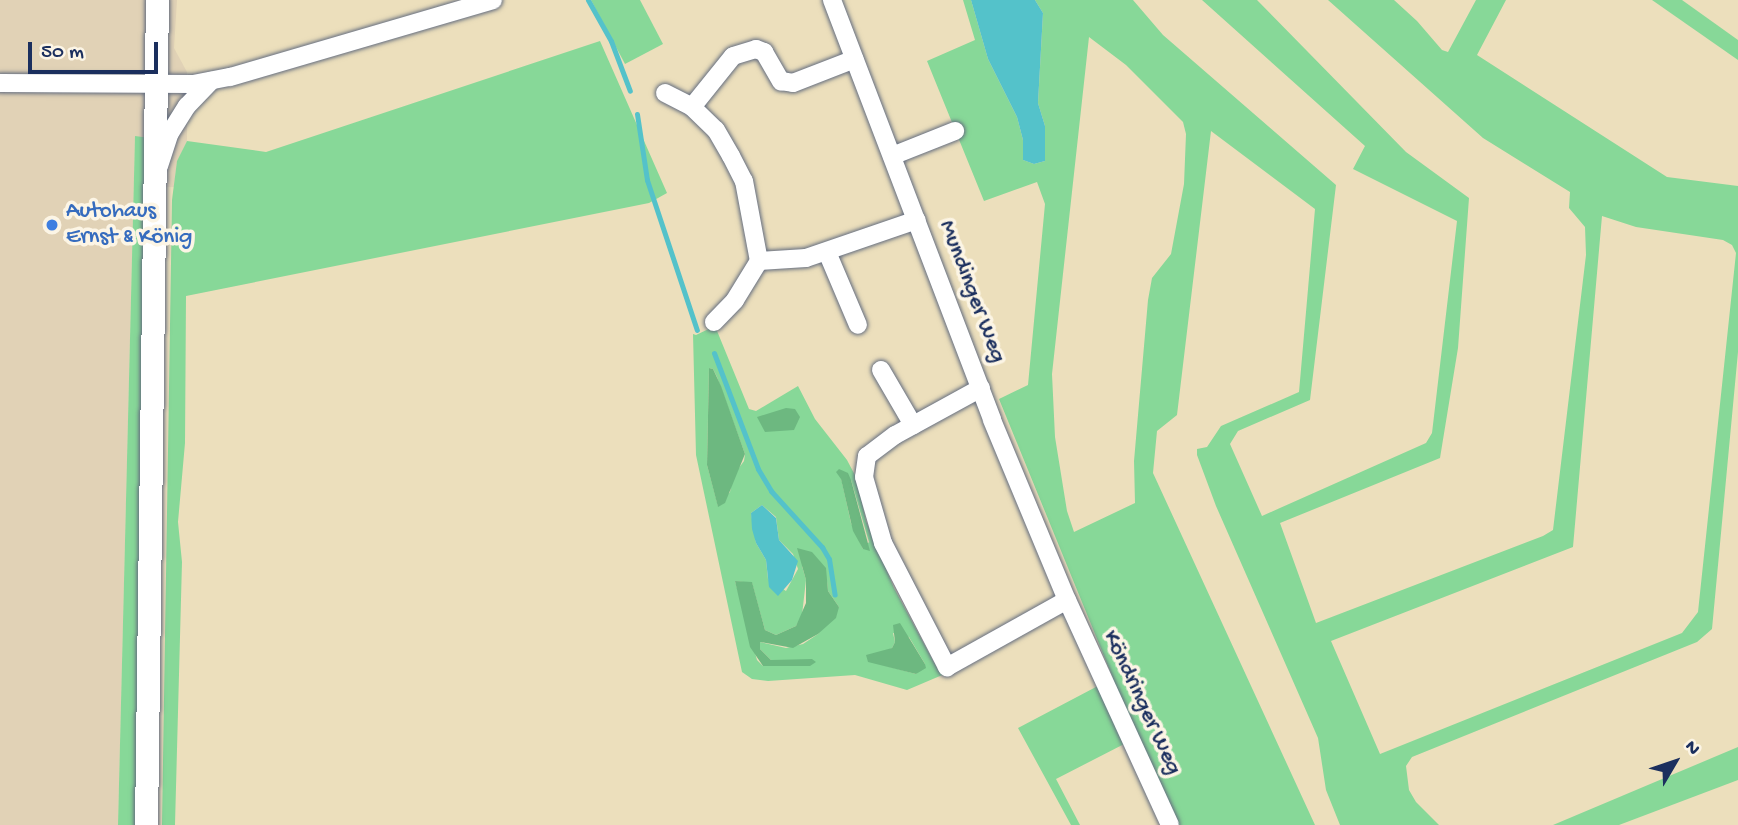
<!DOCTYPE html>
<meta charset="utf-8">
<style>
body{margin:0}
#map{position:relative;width:1738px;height:825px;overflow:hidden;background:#ecdfbc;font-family:"Gochi Hand",sans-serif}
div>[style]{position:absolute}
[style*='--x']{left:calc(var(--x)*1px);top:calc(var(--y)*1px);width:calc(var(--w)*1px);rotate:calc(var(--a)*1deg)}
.built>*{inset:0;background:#e1d2b6}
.green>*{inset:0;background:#87d898}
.forest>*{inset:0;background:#6db880}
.water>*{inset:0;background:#54c2ca}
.stream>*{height:5px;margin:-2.5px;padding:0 2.5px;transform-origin:2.5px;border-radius:2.5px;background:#54c2ca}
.roads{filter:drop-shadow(0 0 2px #646d7f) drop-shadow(0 0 2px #646d7f)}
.minor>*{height:18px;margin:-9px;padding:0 9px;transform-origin:9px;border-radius:9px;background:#fff}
.major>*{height:23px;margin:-11.5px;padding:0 11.5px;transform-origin:11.5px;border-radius:11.5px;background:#fff}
.dots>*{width:19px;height:19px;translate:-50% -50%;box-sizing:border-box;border:4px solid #fcf5e5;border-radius:50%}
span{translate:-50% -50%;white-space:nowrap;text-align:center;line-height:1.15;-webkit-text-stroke:7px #fcf5e5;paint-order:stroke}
.shop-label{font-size:23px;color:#366cbe}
.left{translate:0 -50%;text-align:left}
.street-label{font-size:23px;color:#1b2f5e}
.north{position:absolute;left:1640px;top:727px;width:70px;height:70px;-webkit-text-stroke:5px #fcf5e5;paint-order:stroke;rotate:51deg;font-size:19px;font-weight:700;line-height:28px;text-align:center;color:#1b2f5e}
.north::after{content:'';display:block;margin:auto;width:24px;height:32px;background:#1b2f5e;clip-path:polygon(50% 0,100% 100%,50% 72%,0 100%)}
.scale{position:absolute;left:28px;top:42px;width:130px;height:32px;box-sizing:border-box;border:4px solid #1b2f5e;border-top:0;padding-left:9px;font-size:21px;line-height:24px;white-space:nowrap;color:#1b2f5e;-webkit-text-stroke:5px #fcf5e5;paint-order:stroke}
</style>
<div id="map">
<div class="built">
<i style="clip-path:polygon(0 0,177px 0,174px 48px,187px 72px,187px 141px,177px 162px,174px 187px,150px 188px,150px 138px,135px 137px,118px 825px,0 825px)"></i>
</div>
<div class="green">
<i style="clip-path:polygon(591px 0,640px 0,663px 44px,625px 64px)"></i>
<i style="clip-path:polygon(evenodd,963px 0,971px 0,988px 59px,1017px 117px,1023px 140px,1023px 160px,1034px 164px,1045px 161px,1045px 126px,1038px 103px,1043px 13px,1035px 0,1133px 0,1163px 35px,1336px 185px,1310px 400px,1238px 431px,1230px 444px,1262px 516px,1426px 443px,1432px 433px,1457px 221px,1353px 169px,1365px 146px,1202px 0,1257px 0,1406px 152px,1469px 198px,1458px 348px,1440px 458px,1280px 523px,1316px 623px,1543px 536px,1553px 530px,1586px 255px,1585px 227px,1569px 208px,1570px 192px,1483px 138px,1328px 0,1394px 0,1417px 21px,1442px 50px,1448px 52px,1476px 0,1506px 0,1477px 55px,1667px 177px,1738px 186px,1738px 352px,1712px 629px,1697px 642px,1412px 757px,1406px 766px,1409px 790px,1416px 802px,1439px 825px,1340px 825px,1326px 790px,1318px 738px,1216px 506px,1197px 455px,1197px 449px,1207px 447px,1221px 426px,1299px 392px,1315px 209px,1211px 131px,1177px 415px,1157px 431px,1153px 473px,1315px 825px,1170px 825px,1130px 741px,1056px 779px,1080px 825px,1071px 825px,1018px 728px,1113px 678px,999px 399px,1028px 385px,1045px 204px,1037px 182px,984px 201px,927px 61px,975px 40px,963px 0,1089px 37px,1126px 65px,1183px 122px,1186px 134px,1184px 184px,1171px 254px,1152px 278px,1148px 300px,1134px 461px,1135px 503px,1074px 532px,1067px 511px,1055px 437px,1052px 374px,1089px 37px,963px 0,1602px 216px,1636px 227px,1723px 240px,1732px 245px,1736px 253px,1698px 612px,1682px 633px,1380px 754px,1331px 641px,1573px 547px,1602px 216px)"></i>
<i style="clip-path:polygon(1652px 0,1682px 0,1738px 40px,1738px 60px)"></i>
<i style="clip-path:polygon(600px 41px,667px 193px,649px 203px,186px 296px,185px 443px,178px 522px,182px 562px,175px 825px,162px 825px,172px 200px,177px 161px,187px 141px,266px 152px)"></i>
<i style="clip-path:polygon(135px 136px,150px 138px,141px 825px,118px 825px)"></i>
<i style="clip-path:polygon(evenodd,715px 326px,749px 409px,756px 411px,798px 386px,815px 419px,847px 460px,857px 479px,866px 521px,894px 588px,938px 670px,947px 673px,907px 690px,855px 675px,768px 681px,752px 679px,742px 672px,696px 455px,693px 334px,696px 335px,715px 326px,709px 368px,713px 369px,717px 377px,745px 454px,744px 461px,733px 476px,730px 492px,718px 506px,707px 465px,709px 368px,715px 326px,841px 478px,851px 480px,869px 542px,863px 549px,851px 523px,841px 478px,715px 326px,762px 505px,776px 517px,779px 540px,793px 554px,798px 569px,786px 591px,768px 579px,766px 560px,756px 543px,751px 513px,762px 505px,715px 326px,802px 566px,827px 581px,828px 591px,839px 607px,818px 634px,803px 644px,786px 648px,760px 642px,760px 649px,771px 660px,801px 666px,763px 666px,757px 660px,735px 581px,752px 583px,765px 630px,776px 635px,796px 626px,802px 615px,806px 580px,802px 566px,715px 326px,893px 633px,909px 637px,925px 664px,916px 674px,868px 661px,892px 648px,895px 642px,893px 633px)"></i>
<i style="clip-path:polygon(1738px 747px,1738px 780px,1619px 825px,1553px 825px)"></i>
</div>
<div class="forest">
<i style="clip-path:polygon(709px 368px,713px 369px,721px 386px,745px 454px,725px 503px,718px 507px,707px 465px)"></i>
<i style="clip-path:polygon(786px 408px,795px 409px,800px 417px,794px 430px,765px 432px,757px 417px)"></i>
<i style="clip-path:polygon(839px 469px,848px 473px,851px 480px,870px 551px,863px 549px,853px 531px,841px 479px,836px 472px)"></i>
<i style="clip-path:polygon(797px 548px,812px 552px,826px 568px,828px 591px,839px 607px,836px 618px,818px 634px,793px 648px,760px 642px,760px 649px,771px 660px,812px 659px,816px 662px,810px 666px,763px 666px,750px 647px,735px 581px,752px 582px,765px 630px,776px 635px,796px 626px,806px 603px,806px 580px)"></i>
<i style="clip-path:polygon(900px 623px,925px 664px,926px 668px,916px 674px,868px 662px,866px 655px,892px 648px,895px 642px,893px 625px)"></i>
</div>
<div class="water">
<i style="clip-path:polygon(971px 0,1035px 0,1043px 13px,1038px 103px,1045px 126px,1045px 161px,1034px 164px,1023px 160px,1023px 140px,1017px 117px,988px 59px)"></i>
<i style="clip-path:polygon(762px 505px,776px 518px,779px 540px,798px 561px,792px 580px,778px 596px,769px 587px,766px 560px,756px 543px,752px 529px,751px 513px)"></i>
</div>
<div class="stream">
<i style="--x:588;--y:0;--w:47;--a:60.7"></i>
<i style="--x:611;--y:41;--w:53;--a:69.2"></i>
<i style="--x:637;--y:114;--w:67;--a:81.4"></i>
<i style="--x:647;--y:180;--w:158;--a:71.6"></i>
<i style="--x:714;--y:353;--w:124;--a:69.2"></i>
<i style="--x:758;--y:469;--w:26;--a:59"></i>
<i style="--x:771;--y:491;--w:76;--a:47.7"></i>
<i style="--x:822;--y:547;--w:14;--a:60"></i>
<i style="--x:829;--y:559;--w:36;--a:81"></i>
</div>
<div class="roads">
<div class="minor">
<i style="--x:832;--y:0;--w:449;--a:69.1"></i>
<i style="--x:992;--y:420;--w:195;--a:67.4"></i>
<i style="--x:1067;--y:600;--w:247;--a:65.4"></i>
<i style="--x:0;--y:83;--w:193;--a:0.3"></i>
<i style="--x:193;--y:84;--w:38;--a:-11"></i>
<i style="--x:230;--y:77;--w:274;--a:-16.3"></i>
<i style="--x:665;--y:93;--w:30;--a:27"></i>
<i style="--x:692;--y:107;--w:33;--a:44"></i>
<i style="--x:716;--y:130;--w:30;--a:60"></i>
<i style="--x:731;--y:156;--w:28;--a:63"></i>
<i style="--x:744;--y:181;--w:81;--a:79.4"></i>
<i style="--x:759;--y:261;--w:47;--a:-3.7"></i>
<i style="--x:806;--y:258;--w:117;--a:-18.9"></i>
<i style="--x:692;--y:107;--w:65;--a:-51.2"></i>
<i style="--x:733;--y:56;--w:24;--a:-17"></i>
<i style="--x:756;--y:49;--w:9;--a:21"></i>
<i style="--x:764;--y:52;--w:34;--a:60"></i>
<i style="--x:781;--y:81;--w:12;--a:9"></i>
<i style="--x:793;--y:83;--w:66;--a:-21.2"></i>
<i style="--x:892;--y:156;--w:68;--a:-21.6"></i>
<i style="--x:159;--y:166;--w:35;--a:-72"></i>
<i style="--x:170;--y:133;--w:32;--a:-58"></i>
<i style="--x:187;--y:106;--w:35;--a:-46"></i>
<i style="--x:827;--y:252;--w:79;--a:67"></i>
<i style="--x:714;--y:322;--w:30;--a:-46"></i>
<i style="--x:735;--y:300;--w:46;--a:-58.4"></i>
<i style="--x:881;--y:370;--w:64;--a:59.8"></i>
<i style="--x:981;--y:388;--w:98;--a:151.3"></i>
<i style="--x:895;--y:435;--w:35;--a:143"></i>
<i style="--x:867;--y:456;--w:21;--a:98"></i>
<i style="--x:864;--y:477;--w:69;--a:73.9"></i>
<i style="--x:883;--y:543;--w:140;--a:62.7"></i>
<i style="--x:947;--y:667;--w:137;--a:-29.2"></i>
</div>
<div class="major">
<i style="--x:146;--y:825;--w:825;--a:-89.24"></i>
</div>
</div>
<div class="dots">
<i style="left:52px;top:225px;background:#3f7fe0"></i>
</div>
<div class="shop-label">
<span class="left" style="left:66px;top:225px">Autohaus<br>Ernst &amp; König</span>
</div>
<div class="street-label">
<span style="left:971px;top:292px;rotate:69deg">Mundinger Weg</span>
<span style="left:1141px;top:703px;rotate:65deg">Köndringer Weg</span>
</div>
<div class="north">N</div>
<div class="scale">50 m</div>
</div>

= TASK PROMPT =
List the lines of the material in which the word "stream" occurs.

= YOUR SOLUTION =
.stream>*{height:5px;margin:-2.5px;padding:0 2.5px;transform-origin:2.5px;border-radius:2.5px;background:#54c2ca}
<div class="stream">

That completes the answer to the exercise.